How important are user experiences? How are they experiencing the current incident? Not thinking how but actually engaging and getting input from your users if possible? If these are services that your users interact with, or supports internal employees to help customers have those same experiences when they call in are vital. Execute this well. Then everyone will feel great about the decisions made at the resolution. I suggest codifying as much as you can during the incident regardless if there wasn’t anything before. I can see checking logs and restarting processes. If you are starting process(es) with different flag options, or installing dependencies; than you should code those steps and document them. That way you can have a changelog for the postmortem.

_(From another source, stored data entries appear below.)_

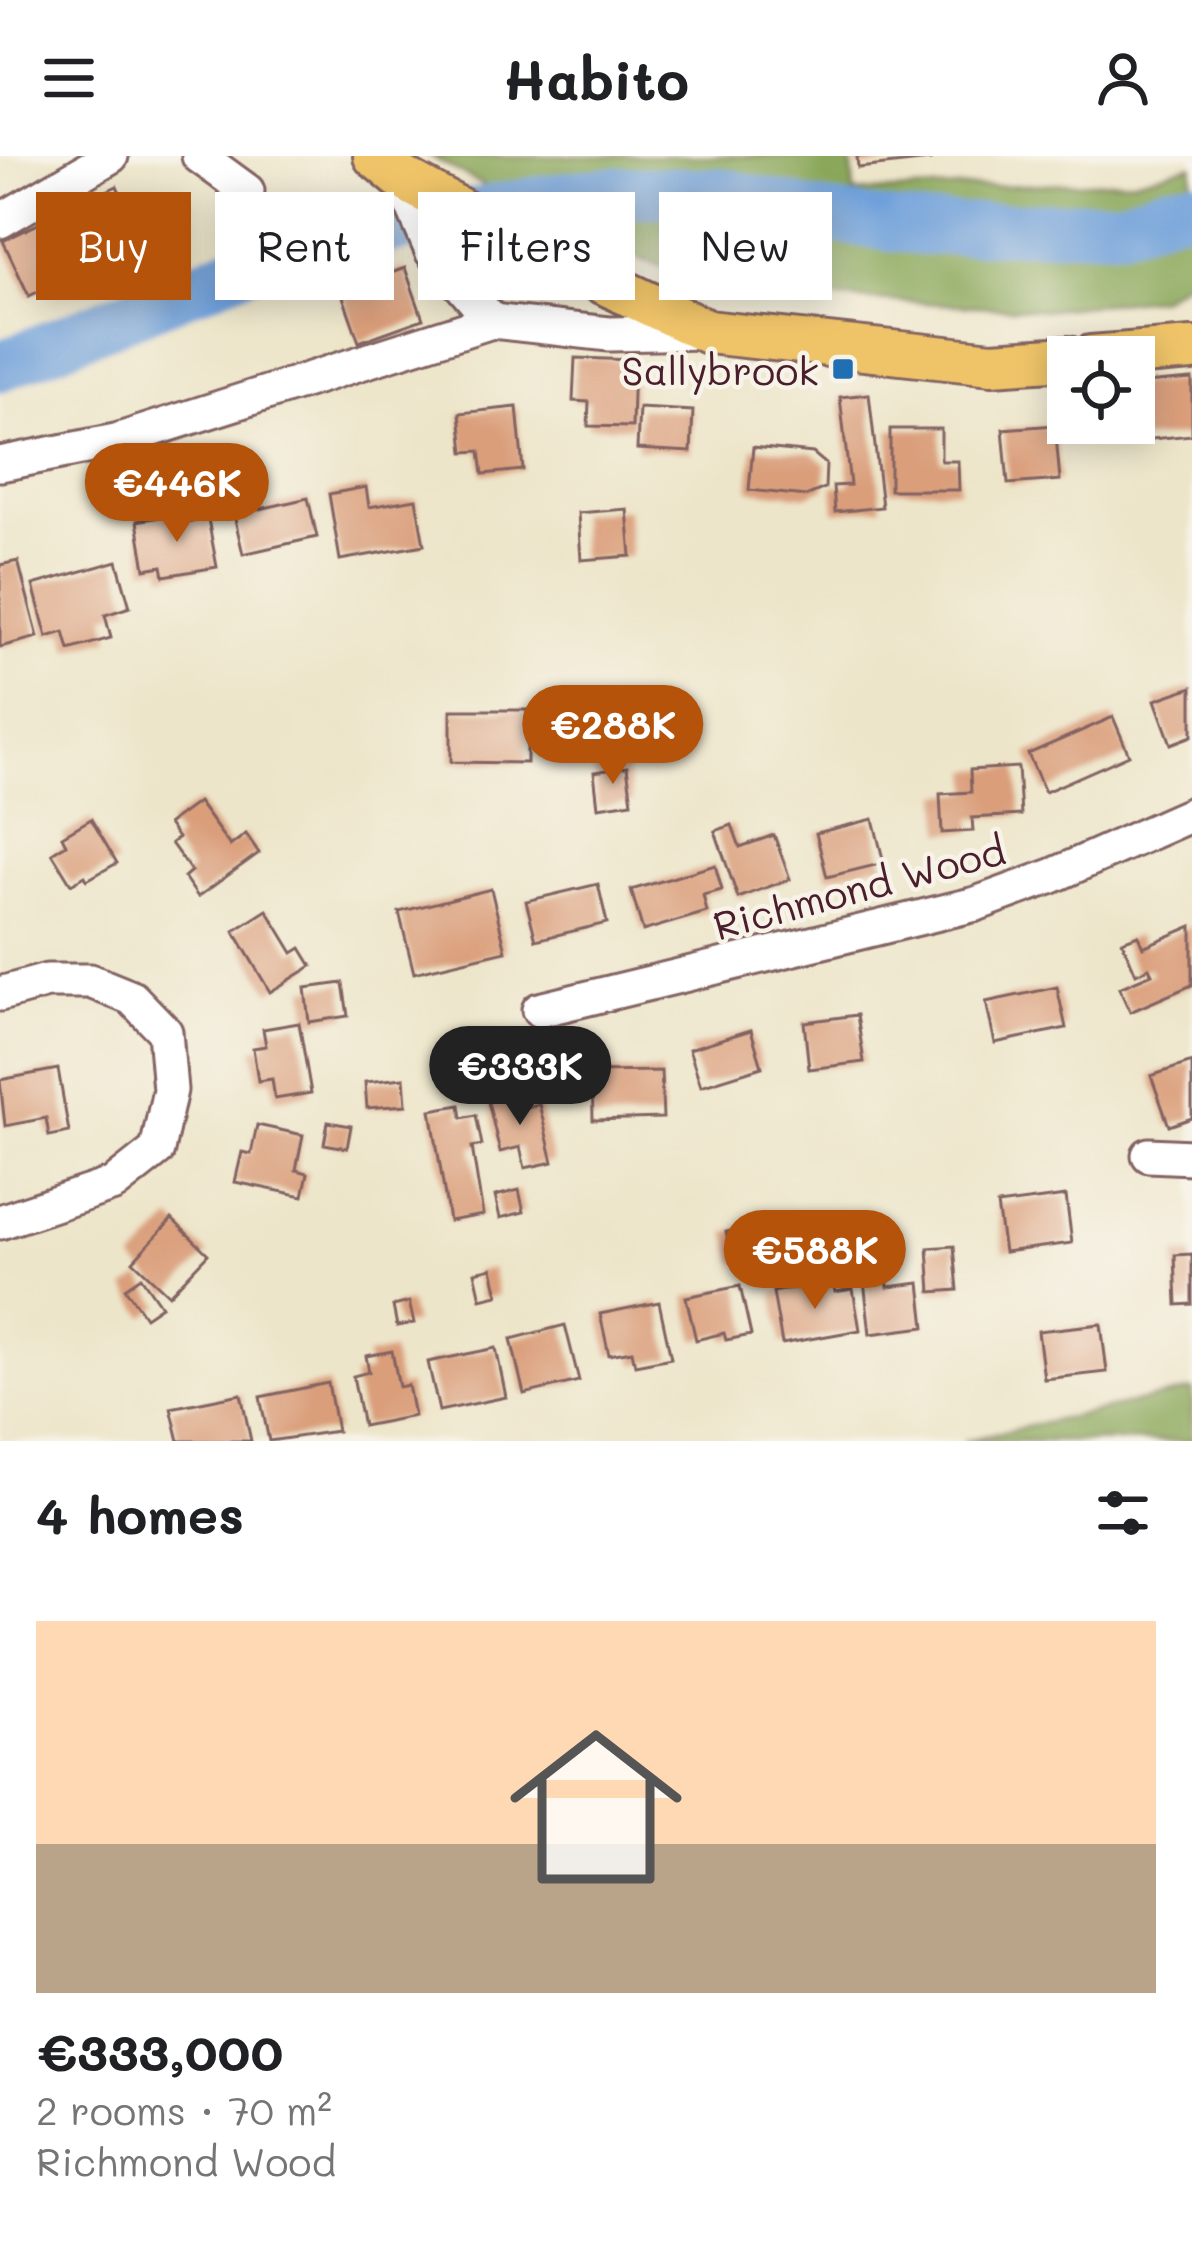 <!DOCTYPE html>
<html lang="en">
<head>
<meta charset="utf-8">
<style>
	:root { --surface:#fff; --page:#f2f2f2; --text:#202124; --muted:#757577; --line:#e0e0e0; --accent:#b45309 }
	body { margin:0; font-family:Mali,sans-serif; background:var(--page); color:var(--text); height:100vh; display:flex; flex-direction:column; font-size:45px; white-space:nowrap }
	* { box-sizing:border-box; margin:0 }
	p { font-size:39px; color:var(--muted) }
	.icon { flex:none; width:66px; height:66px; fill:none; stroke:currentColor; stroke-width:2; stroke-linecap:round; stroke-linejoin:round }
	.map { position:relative; height:1285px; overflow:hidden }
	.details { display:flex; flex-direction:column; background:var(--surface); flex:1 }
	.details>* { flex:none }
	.banner { position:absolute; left:36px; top:36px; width:1122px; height:108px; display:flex; gap:24px }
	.controls { position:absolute; left:1047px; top:180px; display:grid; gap:24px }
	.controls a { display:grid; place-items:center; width:108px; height:108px; border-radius:0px; background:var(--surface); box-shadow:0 6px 30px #0003; font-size:60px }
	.price { position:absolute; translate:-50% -102px; padding:0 27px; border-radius:42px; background:var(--accent); color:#fff; font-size:39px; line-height:78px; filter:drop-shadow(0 3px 6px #0008) }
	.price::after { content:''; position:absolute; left:50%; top:72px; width:36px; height:27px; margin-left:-18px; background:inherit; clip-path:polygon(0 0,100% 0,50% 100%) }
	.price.selected { background:#222; color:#fff }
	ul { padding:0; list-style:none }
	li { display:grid; align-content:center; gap:24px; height:636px; padding:0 36px }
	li+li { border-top:3px solid var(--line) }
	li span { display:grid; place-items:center; height:372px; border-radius:0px; color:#555 }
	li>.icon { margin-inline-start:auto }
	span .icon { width:216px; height:216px; fill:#fffc; stroke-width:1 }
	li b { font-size:51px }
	h2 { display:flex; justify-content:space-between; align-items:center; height:144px; padding:0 36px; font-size:51px }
	.pill { padding:0 42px; border-radius:0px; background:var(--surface); box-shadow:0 6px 30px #0003; font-size:42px; line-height:108px }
	.pill.selected { background:var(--accent); color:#fff }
	header { display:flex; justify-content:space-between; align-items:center; height:156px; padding:0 36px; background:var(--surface); font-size:54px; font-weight:800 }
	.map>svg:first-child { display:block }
</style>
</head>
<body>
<header><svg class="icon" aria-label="menu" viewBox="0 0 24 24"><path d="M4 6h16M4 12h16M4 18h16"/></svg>Habito<svg class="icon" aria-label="person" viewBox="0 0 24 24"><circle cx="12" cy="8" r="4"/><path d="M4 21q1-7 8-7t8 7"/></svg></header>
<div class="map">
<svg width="1192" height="1285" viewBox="0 0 1192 1285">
	<rect width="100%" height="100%" fill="#f7f3e8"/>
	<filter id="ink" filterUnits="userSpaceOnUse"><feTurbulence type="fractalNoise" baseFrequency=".00833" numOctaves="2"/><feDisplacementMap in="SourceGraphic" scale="24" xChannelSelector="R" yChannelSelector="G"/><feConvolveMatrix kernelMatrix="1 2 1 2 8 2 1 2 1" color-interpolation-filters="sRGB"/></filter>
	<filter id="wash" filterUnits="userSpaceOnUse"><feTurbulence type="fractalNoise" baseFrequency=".004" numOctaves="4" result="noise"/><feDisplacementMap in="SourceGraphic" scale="48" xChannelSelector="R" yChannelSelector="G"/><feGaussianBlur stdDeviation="2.7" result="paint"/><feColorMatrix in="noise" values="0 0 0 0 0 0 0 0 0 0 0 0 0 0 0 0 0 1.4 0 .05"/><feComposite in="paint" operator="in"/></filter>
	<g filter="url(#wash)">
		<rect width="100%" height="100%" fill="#ede5c9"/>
		<g fill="#8aa75a" stroke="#6a6342" stroke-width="3">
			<path d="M430 0H851L854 37 1134 24 1192 9V120L1161 141 1043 154 741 136 579 83Z"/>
			<path d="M1192 1233V1285H963L1192 1234Z"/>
		</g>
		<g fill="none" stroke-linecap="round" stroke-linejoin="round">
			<path stroke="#70a0da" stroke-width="51" d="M0 210 297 89 566 41 617 36 722 37 813 59 924 74 1123 69 1170 53 1192 50"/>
		</g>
		<g id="blocks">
			<g fill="#da9e7a">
				<path d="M857 0H929L930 4 858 12Z"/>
				<path d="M117 30 143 86 29 140 3 85Z"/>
				<path d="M405 112 423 163 359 186 341 135Z"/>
				<path d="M575 202 634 204 632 271 588 270 589 246 573 245Z"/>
				<path d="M1192 223V279L1112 287 1110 267H1134V228Z"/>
				<path d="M869 238 882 351 835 356 833 330 850 329 840 241Z"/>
				<path d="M517 251 523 314 483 318 480 295 464 296 460 257Z"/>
				<path d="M639 252 693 255 691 296 637 293Z"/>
				<path d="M1055 269 1060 324 1008 328 1003 273Z"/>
				<path d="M890 273H941V305H958L959 334H890Z"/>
				<path d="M753 291 813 297 826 308 825 332 806 340 749 334Z"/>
				<path d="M366 331 369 351 416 343 424 389 340 404 329 338Z"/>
				<path d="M308 342 317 381 243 398 234 359Z"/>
				<path d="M627 353 631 400 581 404 578 357Z"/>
				<path d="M178 358 180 368 208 363 217 411 164 420 162 410 145 413 137 365Z"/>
				<path d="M18 405 38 481 0 491V409Z"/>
				<path d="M117 405 130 451 105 459 111 482 69 494 64 476 47 481 33 429Z"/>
				<path d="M1192 531V580L1171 588 1155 544Z"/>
				<path d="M451 554H527V607L451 606Z"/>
				<path d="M1113 561 1129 599 1045 636 1028 598Z"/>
				<path d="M627 611 632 646 598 651 594 616Z"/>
				<path d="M1018 611 1021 659 972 662 973 675 942 677 940 638 971 636 970 614Z"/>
				<path d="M198 646 230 690 246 678 259 697 198 741 184 721 191 715 171 687 178 682 168 668Z"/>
				<path d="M91 663 117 707 87 724 85 720 71 728 52 697 66 688 62 680Z"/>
				<path d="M873 663 884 707 827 721 816 677Z"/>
				<path d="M732 669 740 691 774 679 790 723 738 742 715 675Z"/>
				<path d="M715 709 722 734 703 739 707 756 643 775 631 734Z"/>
				<path d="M598 728 607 767 536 784 526 745Z"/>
				<path d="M491 733 506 795 414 817 399 756Z"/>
				<path d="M267 754 293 797 301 792 312 810 270 836 234 775Z"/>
				<path d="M1192 770V829L1130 856 1119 832 1152 818 1149 812 1136 818 1122 785 1138 779 1143 791Z"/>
				<path d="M343 827 348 860 309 866 305 832Z"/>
				<path d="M1057 831 1066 872 995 887 986 846Z"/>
				<path d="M857 859 864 906 809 913 804 866Z"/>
				<path d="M299 867 311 937 275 943 272 923 258 925 253 892 266 890 263 873Z"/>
				<path d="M751 874 762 911 701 930 689 893Z"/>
				<path d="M1192 906V962L1169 970 1151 920Z"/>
				<path d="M58 913 69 976 49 980 46 962 5 970 0 924Z"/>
				<path d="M661 915 663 962 593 964 592 916Z"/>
				<path d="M404 922 406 949 367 952 365 926Z"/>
				<path d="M519 934 523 952 539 948 553 1006 525 1012 520 991 500 996 487 941Z"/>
				<path d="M460 949 462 962 476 959 482 989 472 991 483 1059 449 1065 431 954Z"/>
				<path d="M328 966 351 970 347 992 324 988Z"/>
				<path d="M257 969 303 979 296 1014 308 1017 303 1040 235 1026 242 996 251 998Z"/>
				<path d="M519 1034 524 1056 500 1062 495 1040Z"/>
				<path d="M1066 1040 1072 1087 1004 1096 997 1049Z"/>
				<path d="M172 1063 208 1098 169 1139 133 1105Z"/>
				<path d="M756 1069 765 1101 735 1108 726 1076Z"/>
				<path d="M954 1090 958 1134 931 1136 928 1092Z"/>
				<path d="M1192 1098V1148L1177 1149 1175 1099Z"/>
				<path d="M492 1112 498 1139 481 1143 475 1116Z"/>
				<path d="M886 1113 888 1131 920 1127 925 1171 870 1178 863 1115Z"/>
				<path d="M141 1121 161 1150 145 1161 125 1132Z"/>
				<path d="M833 1125 835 1136 853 1133 860 1174 782 1188 773 1136Z"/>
				<path d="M740 1130 751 1179 726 1184 724 1177 696 1184 686 1141Z"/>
				<path d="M409 1146 414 1167 397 1170 393 1150Z"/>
				<path d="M659 1146 671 1202 635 1209 632 1195 609 1199 600 1158Z"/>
				<path d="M1101 1168 1107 1216 1044 1223 1038 1175Z"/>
				<path d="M565 1169 579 1225 524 1238 511 1183Z"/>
				<path d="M496 1192 506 1241 439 1255 428 1206Z"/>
				<path d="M392 1195 399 1231 408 1229 414 1260 363 1270 353 1220 369 1216 366 1200Z"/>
				<path d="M328 1227 337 1275 269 1285 260 1241Z"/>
				<path d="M241 1238 251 1285H179L171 1252Z"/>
			</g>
		</g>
	</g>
	<g filter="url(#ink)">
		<use href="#blocks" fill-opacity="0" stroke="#836462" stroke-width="3"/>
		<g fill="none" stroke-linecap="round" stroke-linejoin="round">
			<g stroke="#836462" stroke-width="39">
				<g id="minor">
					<path d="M199 0 247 35"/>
					<path d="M400 21 432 95 492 165"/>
					<path d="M0 65 111 0"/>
					<path d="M0 308 116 285 492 165 609 178 706 176"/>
					<path d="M0 838 47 825H90L132 842 165 876 170 934 157 994 114 1028 0 1066"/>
					<path d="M539 854 976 748 1052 720 1192 658"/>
					<path d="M1149 999 1192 1001"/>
				</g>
			</g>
			<g stroke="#836462" stroke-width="48">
				<g id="major">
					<path d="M375 0 400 21 523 88 708 176 992 207 1068 202"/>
					<path d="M1091 201 1192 193"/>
				</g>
			</g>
			<use href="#minor" stroke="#fff" stroke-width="33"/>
			<use href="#major" stroke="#efc469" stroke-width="42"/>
		</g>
	</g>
	<rect fill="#1f6fb2" stroke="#f7f3e8" stroke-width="4.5" x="831" y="201" width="24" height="24" rx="6"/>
	<g text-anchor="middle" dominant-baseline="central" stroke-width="9" stroke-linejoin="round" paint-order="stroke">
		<g font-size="39" fill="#4a1f2b" stroke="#f7f3e8" text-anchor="end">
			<text x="819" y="213">Sallybrook</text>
		</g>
		<g font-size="39" fill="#4a1f2b" stroke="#f7f3e8">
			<text transform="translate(859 731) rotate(-15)">Richmond Wood</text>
		</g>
	</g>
</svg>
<div class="controls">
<a><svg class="icon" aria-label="locate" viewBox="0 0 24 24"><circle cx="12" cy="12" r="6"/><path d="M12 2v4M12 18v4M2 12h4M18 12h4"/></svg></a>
</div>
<b class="price" style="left:177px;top:389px">€446K</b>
<b class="price" style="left:613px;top:631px">€288K</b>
<b class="price selected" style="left:520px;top:972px">€333K</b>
<b class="price" style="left:815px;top:1156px">€588K</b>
<div class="banner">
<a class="pill selected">Buy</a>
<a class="pill">Rent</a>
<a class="pill">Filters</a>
<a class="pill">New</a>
</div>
</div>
<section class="details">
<h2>4 homes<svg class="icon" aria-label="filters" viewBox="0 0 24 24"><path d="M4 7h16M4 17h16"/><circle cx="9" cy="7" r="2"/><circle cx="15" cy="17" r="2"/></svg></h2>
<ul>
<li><span style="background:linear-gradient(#ffd9b3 60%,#b9a48a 0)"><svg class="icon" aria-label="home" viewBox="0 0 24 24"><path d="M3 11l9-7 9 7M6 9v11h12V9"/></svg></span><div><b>€333,000</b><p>2 rooms · 70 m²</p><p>Richmond Wood</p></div></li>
</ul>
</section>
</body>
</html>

The best bet is to have the code reviewed during the incident by a team member. Reviewed code helps show consensus on the path to resolution. Also if you have to step away from the incident or the incident occurs again, someone else may pick it up from your train of thought. Through this process you are improving your code base, and removing technical debt during an incident. Don’t forget to check in on the users affected . Inform them of any updates to the system and if there is any loss of data. Communication is key and make sure you consistently provide updates. Users will always inquire for an ETA. Sometimes you will be unsure. So give a time period of when you will provide the next update. 30 minutes is usually always fair unless you have strict SLAs. After this incident is over write a postmortem (Michael’s is the best IMO, and he’s a cool SRE) and publish it for the company. Don’t have a Post morteum Culture? bring It. Send it out as an email to your organization as a technical thought. Set up a meeting with an optional invite that people can join, and learn more about your experiences and the systems that exist.

What decision should I make about an incident?

But guess what. Now you know more about how that shit works.